For much of this data tends to be stored on cloud object stores such as AWS S3, we believe that the machine learning workflow can be enhanced by including a high performing OLAP database such as ClickHouse.
Data Engineering - By using ClickHouse, data engineers can can give data scientists access to their data as clean and well structured tables instead of unstructured CSVs or Parquets;
Faster Exploratory Analysis - Data Scientists will begin the machine learning development process by performing exploratory analysis against their datasets, querying the data from multiple angles to understand it's shape and characteristics.
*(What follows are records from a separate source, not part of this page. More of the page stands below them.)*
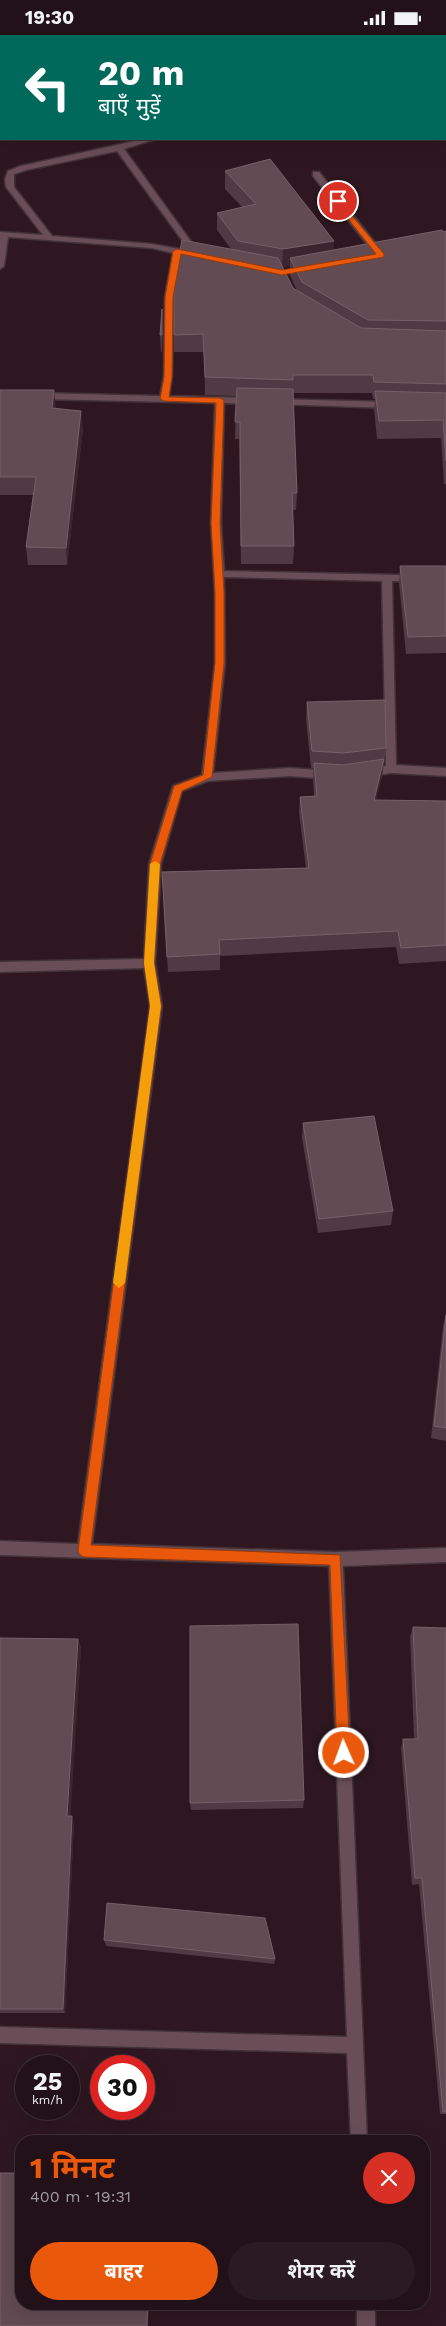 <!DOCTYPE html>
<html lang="hi">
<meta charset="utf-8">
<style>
:root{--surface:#221118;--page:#2a1a21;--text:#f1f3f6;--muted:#a29da2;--line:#3f3137;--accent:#ea580c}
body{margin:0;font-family:"Work Sans","Noto Sans Devanagari",sans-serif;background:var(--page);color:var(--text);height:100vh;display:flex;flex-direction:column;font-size:19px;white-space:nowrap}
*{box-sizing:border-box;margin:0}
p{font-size:16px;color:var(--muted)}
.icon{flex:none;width:28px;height:28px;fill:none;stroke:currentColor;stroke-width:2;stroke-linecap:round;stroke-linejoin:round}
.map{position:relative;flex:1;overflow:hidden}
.drawer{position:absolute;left:15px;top:2100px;width:415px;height:175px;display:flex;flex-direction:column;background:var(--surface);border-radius:20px;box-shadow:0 5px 20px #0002,0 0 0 1px var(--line)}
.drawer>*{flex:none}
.guide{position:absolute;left:0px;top:0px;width:446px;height:105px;box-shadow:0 5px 20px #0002,0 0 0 1px var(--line);background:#00695c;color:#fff;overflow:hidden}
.speed{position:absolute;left:15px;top:2020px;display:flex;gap:10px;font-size:25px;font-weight:700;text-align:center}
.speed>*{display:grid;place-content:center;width:65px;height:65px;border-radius:50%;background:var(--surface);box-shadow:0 5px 20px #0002,0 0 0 1px var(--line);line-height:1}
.speed small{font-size:12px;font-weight:400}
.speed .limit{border:8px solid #d22;background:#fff;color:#111}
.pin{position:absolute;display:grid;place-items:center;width:42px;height:42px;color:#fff;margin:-21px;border:2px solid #fff;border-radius:50%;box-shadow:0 1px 5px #0007}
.me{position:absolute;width:55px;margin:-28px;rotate:358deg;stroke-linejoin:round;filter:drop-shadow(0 0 4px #0008)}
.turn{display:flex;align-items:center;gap:18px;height:105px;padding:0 15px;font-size:22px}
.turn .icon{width:65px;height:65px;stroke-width:2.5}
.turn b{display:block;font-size:35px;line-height:42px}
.round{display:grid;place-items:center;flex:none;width:52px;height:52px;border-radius:26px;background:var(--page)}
.headline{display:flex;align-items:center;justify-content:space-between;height:85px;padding:0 15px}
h1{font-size:30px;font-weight:700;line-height:38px;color:var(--accent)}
.button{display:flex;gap:10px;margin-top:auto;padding:10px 15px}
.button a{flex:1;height:58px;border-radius:30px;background:var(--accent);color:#fff;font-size:20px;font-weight:700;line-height:58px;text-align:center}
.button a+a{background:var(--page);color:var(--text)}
.status{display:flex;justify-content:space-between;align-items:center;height:35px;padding:0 25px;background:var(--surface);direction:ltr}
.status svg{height:14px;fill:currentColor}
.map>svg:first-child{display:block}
</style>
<div class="status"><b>19:30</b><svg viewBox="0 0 49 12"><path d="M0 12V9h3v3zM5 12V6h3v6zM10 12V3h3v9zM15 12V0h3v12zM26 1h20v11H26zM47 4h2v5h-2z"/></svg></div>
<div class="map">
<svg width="446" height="2291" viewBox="0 0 446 2291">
<rect width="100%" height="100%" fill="#2e1720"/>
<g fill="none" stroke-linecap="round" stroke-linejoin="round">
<defs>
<g id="minor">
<path d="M392,0H400L401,1H393Z"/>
<rect x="445" y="31" width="1" height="4"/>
<path d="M144,104H156L124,114L200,219L196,222L181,219L173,262L172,341L169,361L254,363L258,366L254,369L224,368L221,488L224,536L446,541V547L392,546L396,730L446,733V741L391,738L367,742L362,738L363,735L386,731L382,546L224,542L225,628L213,738L290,733L330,736L335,740L330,744L290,741L208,746L182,756L161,829L155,928L162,971L92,1509L336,1517L446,1513V1527L343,1531L367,2106H351L347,2018L0,2008V1992L347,2002L329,1531L0,1520V1506L78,1509L150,971L144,933L0,937V927L144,924L149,829L173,751L202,740L215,628V559L211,488L215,368L39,364L35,361L39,358L160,361L164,341L165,262L173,218L152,213L8,202L4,231L0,234V197L43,200L6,152L5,144L8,136L21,131ZM117,116L190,216L152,209L52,201L14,152V139L26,135Z"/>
<path d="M313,137H319L384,219V223H378L313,141Z"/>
<path d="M276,364L391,367L395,370L391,373L273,369L272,367Z"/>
<rect x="357" y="2269" width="18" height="22"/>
</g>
</defs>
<use href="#minor" stroke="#433238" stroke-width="3"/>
<use href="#minor" fill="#694e58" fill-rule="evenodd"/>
</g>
<g fill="#513a43" fill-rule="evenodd">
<path d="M225,136L334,215L446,196V449H444L441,403L377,404L374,374L375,364H373L372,358H293L297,458L296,475H293L294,511L293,529H241L239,404H235L236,361L205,360L204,317H174V300L231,214L217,195V178L242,172L225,154ZM290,231V240L297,256L293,253L283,232Z"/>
<path d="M163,292L162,317H161L160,300Z"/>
<path d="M0,355L56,373L83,394L67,530H28L26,512L33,460H0Z"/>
<path d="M400,531H446V618L406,619L399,548Z"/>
<path d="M307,667L386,713L382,741L376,765L446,766V926L399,929L396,912L220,921V935L168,937L162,837L306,833L299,778L300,762L314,761L313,745V733H311L306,684Z"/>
<path d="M303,1088L393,1176L391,1190L318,1198L302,1103Z"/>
<path d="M446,1279V1406L431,1403L443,1291Z"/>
<path d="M413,1592L446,1593V2079H440L419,1849L412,1850L401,1713L403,1704H414L410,1602Z"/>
<path d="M0,1603L78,1604L81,1613L70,1781L74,1788L65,1978H0Z"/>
<path d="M304,1765L303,1773L191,1775L190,1768Z"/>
<path d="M104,1905L275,1924L274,1929L106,1911Z"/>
</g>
<g fill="#3c252e">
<rect x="0" y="19" width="1" height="17"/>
<path d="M334,206L333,224L290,223V231L282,232L283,214Z"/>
<path d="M162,274L163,292L162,317Z"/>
<path d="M54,355L56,373H52Z"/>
<path d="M81,376L83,394L67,530L66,513Z"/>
<path d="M384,724L382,741L372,782L374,765Z"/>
<path d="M78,1604L81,1613L70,1788L67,1781Z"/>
<path d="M72,1781L74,1788L65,1978L63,1974Z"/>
<path d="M148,2269H149L148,2291H147Z"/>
</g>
<g fill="#624b53" stroke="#776168">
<path d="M0,0H4L5,1H1V19H0Z"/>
<path d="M270,124L334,206L283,214L238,206L217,178L256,169L225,136Z"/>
<path d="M442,195L444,197L446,196V286L368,285L302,247L290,223Z"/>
<path d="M182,205L278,223L293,253L361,293L446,296V349L374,347L373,340H293V345L205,342L203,299L174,300V245Z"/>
<path d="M162,274V300H160Z"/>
<path d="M237,353L293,354L297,458H292L294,511H241L240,387H235Z"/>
<path d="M0,355H54L52,373L81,376L66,513L26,512L36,442H0Z"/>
<path d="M375,356L446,358V426L443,385L379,386Z"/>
<path d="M400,531H446V601L408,602Z"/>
<path d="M385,665L386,713L343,718L312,716L307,667Z"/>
<path d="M384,724L374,765L446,766V910L401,913L398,896L219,905L220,919L167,922L162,837L309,833L300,762L317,761L314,728L343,730Z"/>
<path d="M374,1081L393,1176L319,1184L303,1088Z"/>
<path d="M446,1280V1393L434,1391Z"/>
<path d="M298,1589L304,1765L190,1768V1591Z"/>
<path d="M413,1592L446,1593V2077H443L422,1843H415L403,1704H418Z"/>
<path d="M0,1603L78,1604L67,1781H72L63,1974H0Z"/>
<path d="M107,1868L265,1883L275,1924L104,1905Z"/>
<path d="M0,2138H21V2269H148L147,2291H0Z"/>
</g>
<path fill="#ea580c" stroke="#983908" d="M338,164L384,219V222L282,240L181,219L173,262L172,342L169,362L220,363L224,365L220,488L224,558V628L212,742L182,756L160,829L154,928L161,971L91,1510L340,1520L350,1718L348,1723L344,1725L339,1723L337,1718L330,1530L84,1522L80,1520L78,1516L150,971L144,928L150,829L174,751L203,740L215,628V558L211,488L216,368L164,366L160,364L164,342L165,262L173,216L177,214L282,235L376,219L334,166Z"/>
<path fill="#f59e0b" d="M155,826L160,829L154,928L161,971L125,1248L119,1253L113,1248L150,971L144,928L150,829Z"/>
</svg>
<div class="speed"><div>25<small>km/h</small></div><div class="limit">30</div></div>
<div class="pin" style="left:338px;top:166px;background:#d93025"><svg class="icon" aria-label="arrive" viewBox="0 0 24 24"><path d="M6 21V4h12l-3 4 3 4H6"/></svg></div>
<svg class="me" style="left:344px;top:1718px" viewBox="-20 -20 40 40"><circle r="17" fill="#ea580c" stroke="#fff" stroke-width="3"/><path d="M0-11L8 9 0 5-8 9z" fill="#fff"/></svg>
<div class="guide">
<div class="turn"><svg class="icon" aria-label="left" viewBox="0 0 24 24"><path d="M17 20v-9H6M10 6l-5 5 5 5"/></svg><div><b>20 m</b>बाएँ मुड़ें</div></div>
</div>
<section class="drawer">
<div class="headline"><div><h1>1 मिनट</h1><p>400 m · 19:31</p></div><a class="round" style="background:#d93025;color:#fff"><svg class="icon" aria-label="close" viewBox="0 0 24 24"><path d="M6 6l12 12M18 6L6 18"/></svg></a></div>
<div class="button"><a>बाहर</a><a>शेयर करें</a></div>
</section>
</div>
This can benefit.
Performance - Scalability and performance for managing very large training datasets and batch inference results;
Feature Store - A database such as ClickHouse can act as a feature store, which involves saving data for reuse and reproducibility;
Batch Inference Results - ClickHouse is a good location for storing batch inference results which can be rendered on a dashboard or accessed form an application efficiently;
Monitoring and Observability - The ability to capture and store observability type data regarding deployed models;
Retrieval Augmented Generation - RAG involves enhancing the results of language models with details specific to your organisation. A high performing database with vector capabilities to support RAG scenarios whereby our models are connected into databases.
In short, the entire machine learning lifecycle benefits by being backed by a high performance SQL based database such as ClickHouse. This is not currently something which has received much attention, but with the growth of AI and ML, we suspect that more people will come to the same conclusion.